Calcutta H.C : In this case for the asst. yr. 1993-94, the assessee’s commercial building let out to tenants was treated as an asset within the meaning of s. 2(ea) of the WT Act, 1957, as it stood then.

High Court Of Calcutta

Maynak Poddar (HUF) vs. Wealth Tax Officer

Sections WT 2(ea), WT 2(m), WT 3

Asst. Year 1993-94

D.K. Seth & Maharaj Sinha, JJ.

IT Appeal No. 84 of 1999

24th February, 2003

Counsel Appeared

J.P. Khaitan, for the Petitioner : M.P. Agarwalla & P.K. Bhowmik, for the Respondent

ORDER

D.K. Seth, .J. :

In this case for the asst. yr. 1993-94, the assessee’s commercial building let out to tenants was treated as an asset within the meaning of s. 2(ea) of the WT Act, 1957, as it stood then.

Mr. Khaitan, learned counsel appearing for the appellant, points out that until the provision was amended there was no scope for including a commercial building within the definition of ‘asset’ and therefore, it was not taxable under the WT Act, 1957. In elaborating his contention, he had referred to the charging section viz., s. 3 of the Act, which propose to impose tax on ‘net wealth’ exceeding a particular valuation. ‘Net wealth’ as defined in s. 2(m) means the aggregate value of all the assets subject to the provisions contained therein. The word ‘asset’ used in s. 2(m) as defined in s. 2(ea) does not include commercial building. In order to emphasize that a commercial building was not an asset Mr. Khaitan had led us through the Finance (No. 2) Bill, 1996, pointing out from cl. 54 at (1996) 133 CTR (St) 96 : (1996) 220 ITR (St) 147. He contends that the amendment has introduced something new, since explained at p. 238. According to him, the provision is clear. This is further clarified at p. 156 of 133 CTR/p. 282 of 220 ITR. Having regard to this proposition, according to him, there is no scope for taxing the commercial building let out to tenant as an asset under the WT Act. Relying on the decision in CIT vs. Ajax Products Ltd. (1965) 55 ITR 741 (SC) at p. 747, he contends that an item of property can be taxed only if it can be clearly established from the charging section that it is so chargeable and not otherwise. He also relied on the decision in CIT vs. Bhaskar Mitter (1994) 73 Taxman 437 (Cal) at p. 442 (para 8) and contended that even if the property was shown in the return as asset, yet the same will not operate as an estoppel on the assessee to claim subsequently that it is not an asset and that the taxing authority is not supposed to tax a building which is not otherwise taxable under the charging section.

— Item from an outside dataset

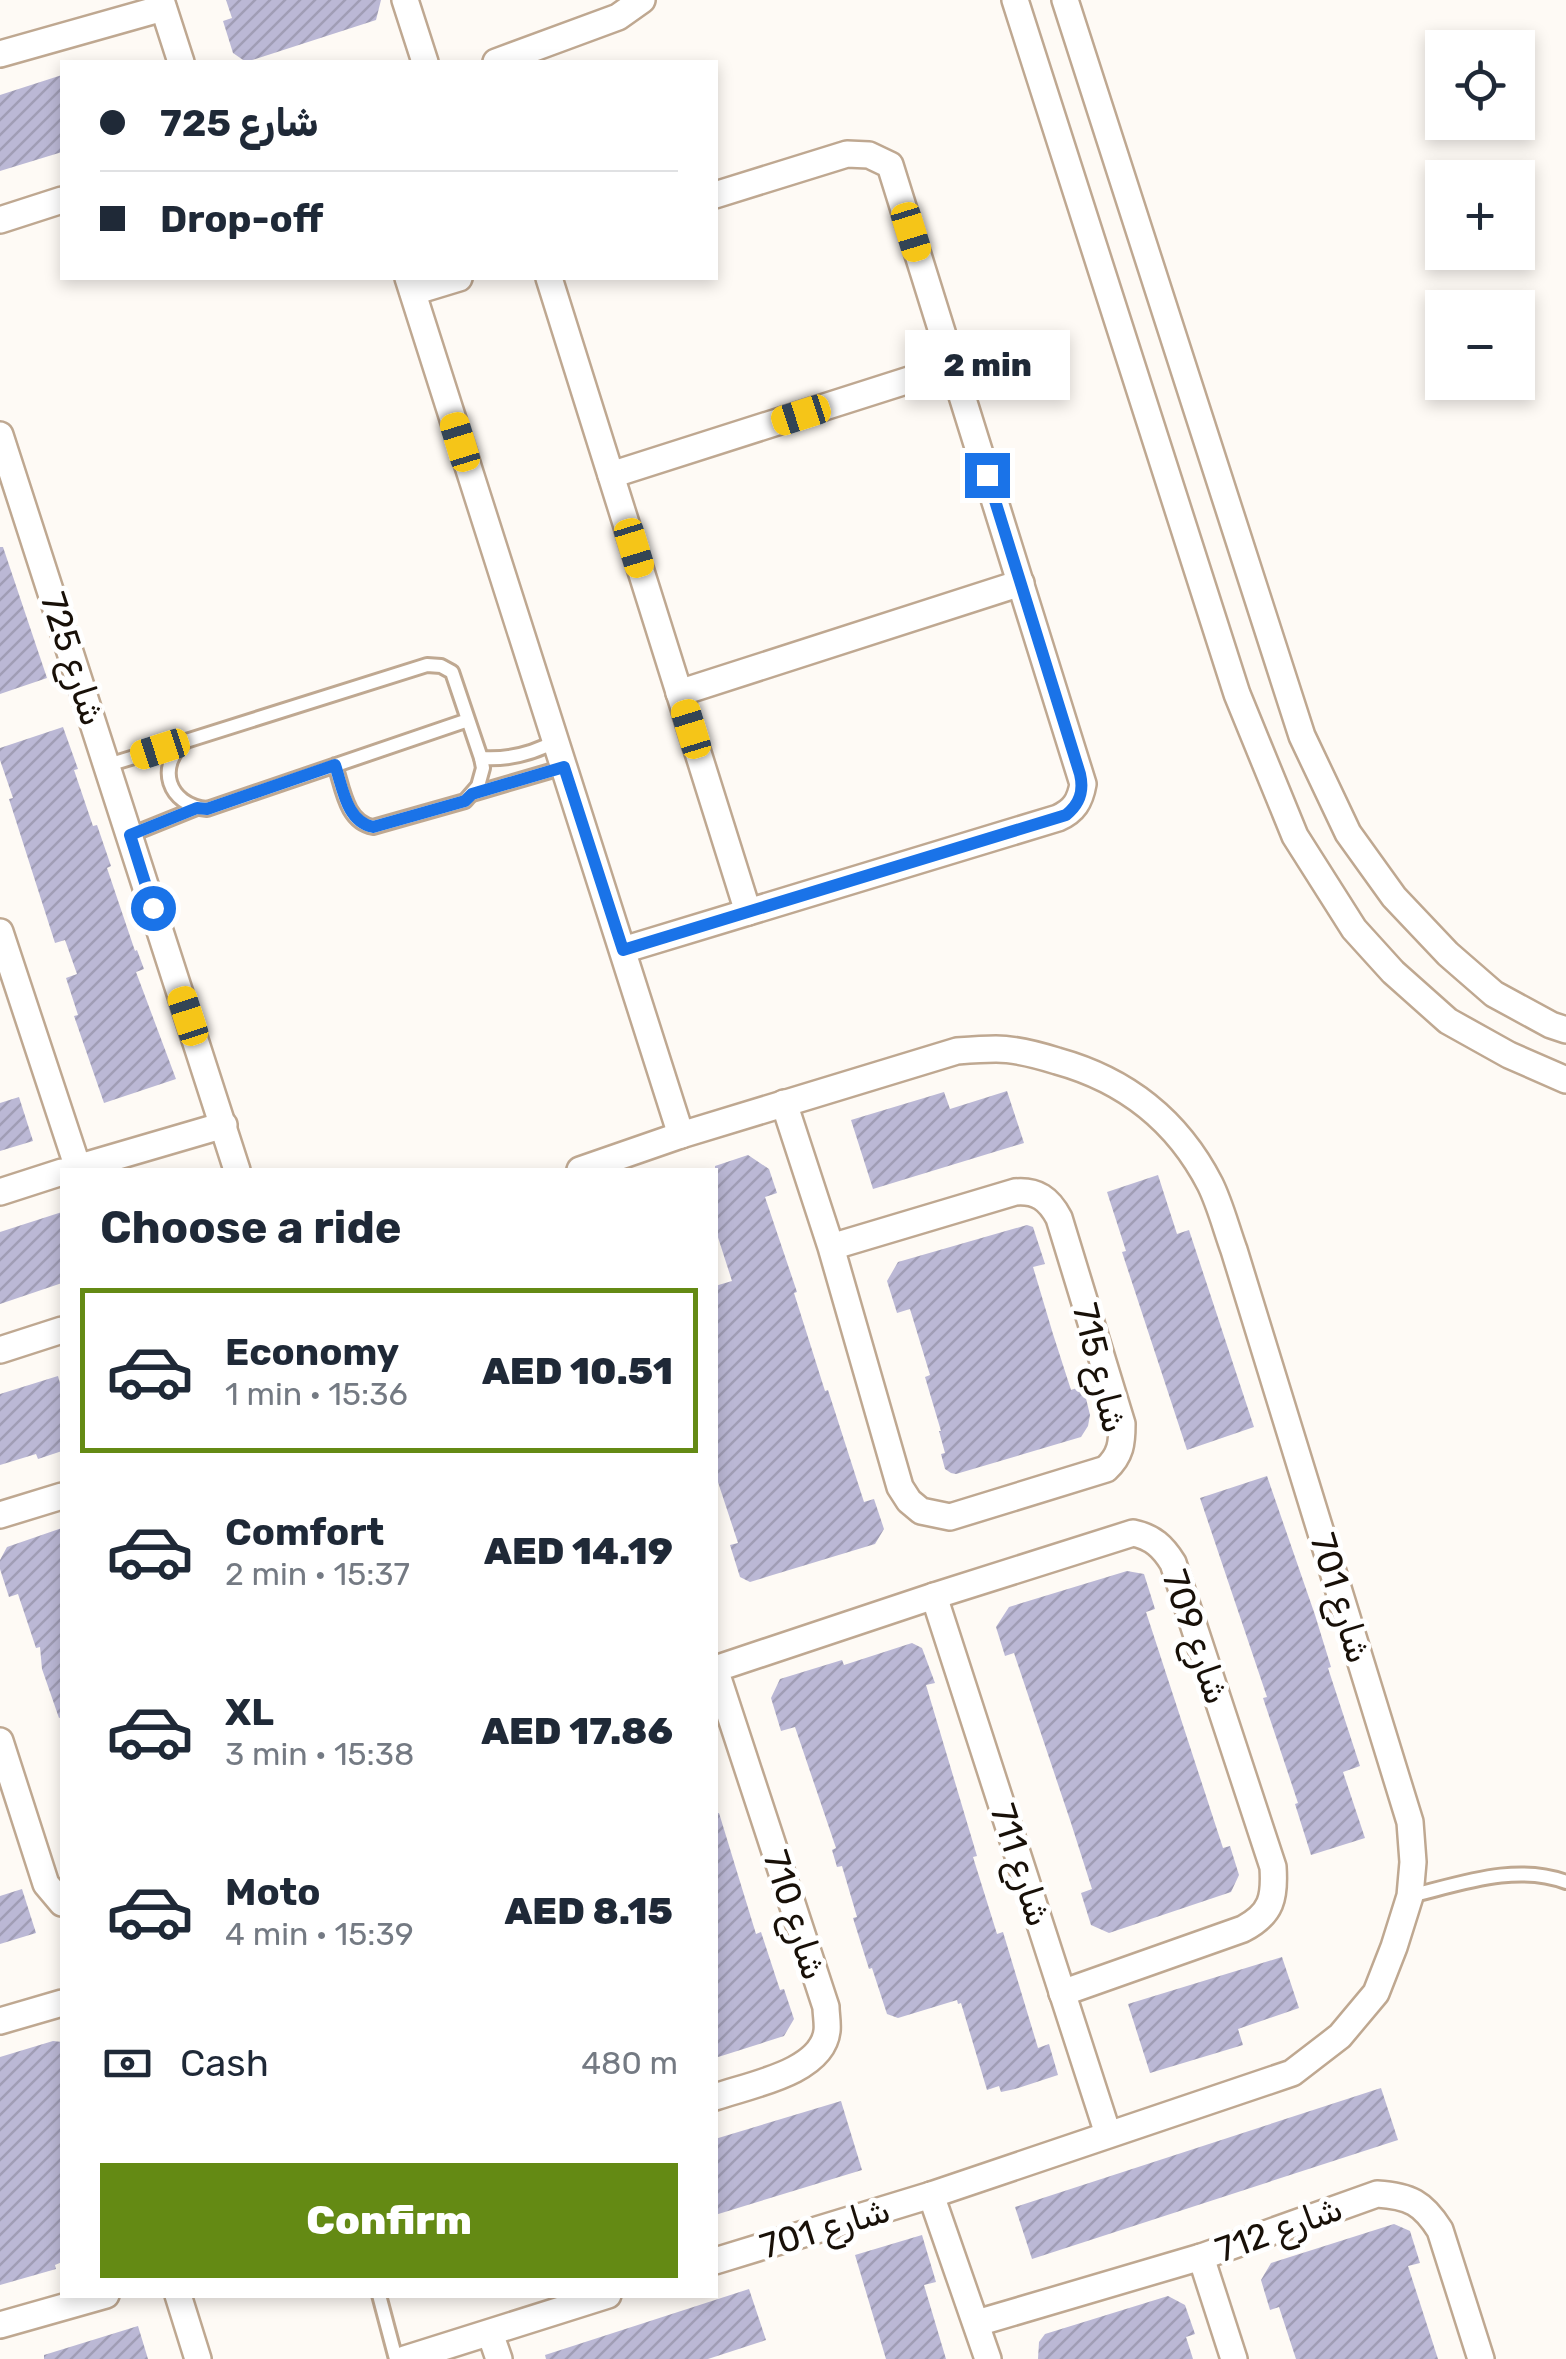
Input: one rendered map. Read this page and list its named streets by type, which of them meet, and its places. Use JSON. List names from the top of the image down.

The learned counsel for the Revenue, on the other hand, contends that so far as the assessee is concerned, the building is not a commercial building at the hands of the assessee. It may be a commercial building at the hands of the tenant to whom it is let out. The assessment is to be made at the hands of the assessee. For the assessee it is a building. It is immaterial whether it is used for commercial or residential purpose. If the building was let out as residential building, then it could have definitely been taxable as an asset at the hands of the assessee as a residential building. Therefore, the letting out as a commercial building when the same building could be used as residential one could not change the position and would definitely be chargeable as an asset. He also attempted to draw an analogy from the IT Act, 1961, where the income from such property is treated as an income from house property without making any distinction in between residential or commercial building so as to treat the same as an asset.

We have heard the learned counsel for the parties at length. In our view whether an item of property is chargeable to tax or not is dependent on the true construction of s. 3 of the WT Act, in the strict sense it is enacted. There cannot be any ambiguity in a charging section. If two views are possible, the one beneficial to the assessee is to be adopted. Unless a property is chargeable under the charging section, no tax can be levied thereupon.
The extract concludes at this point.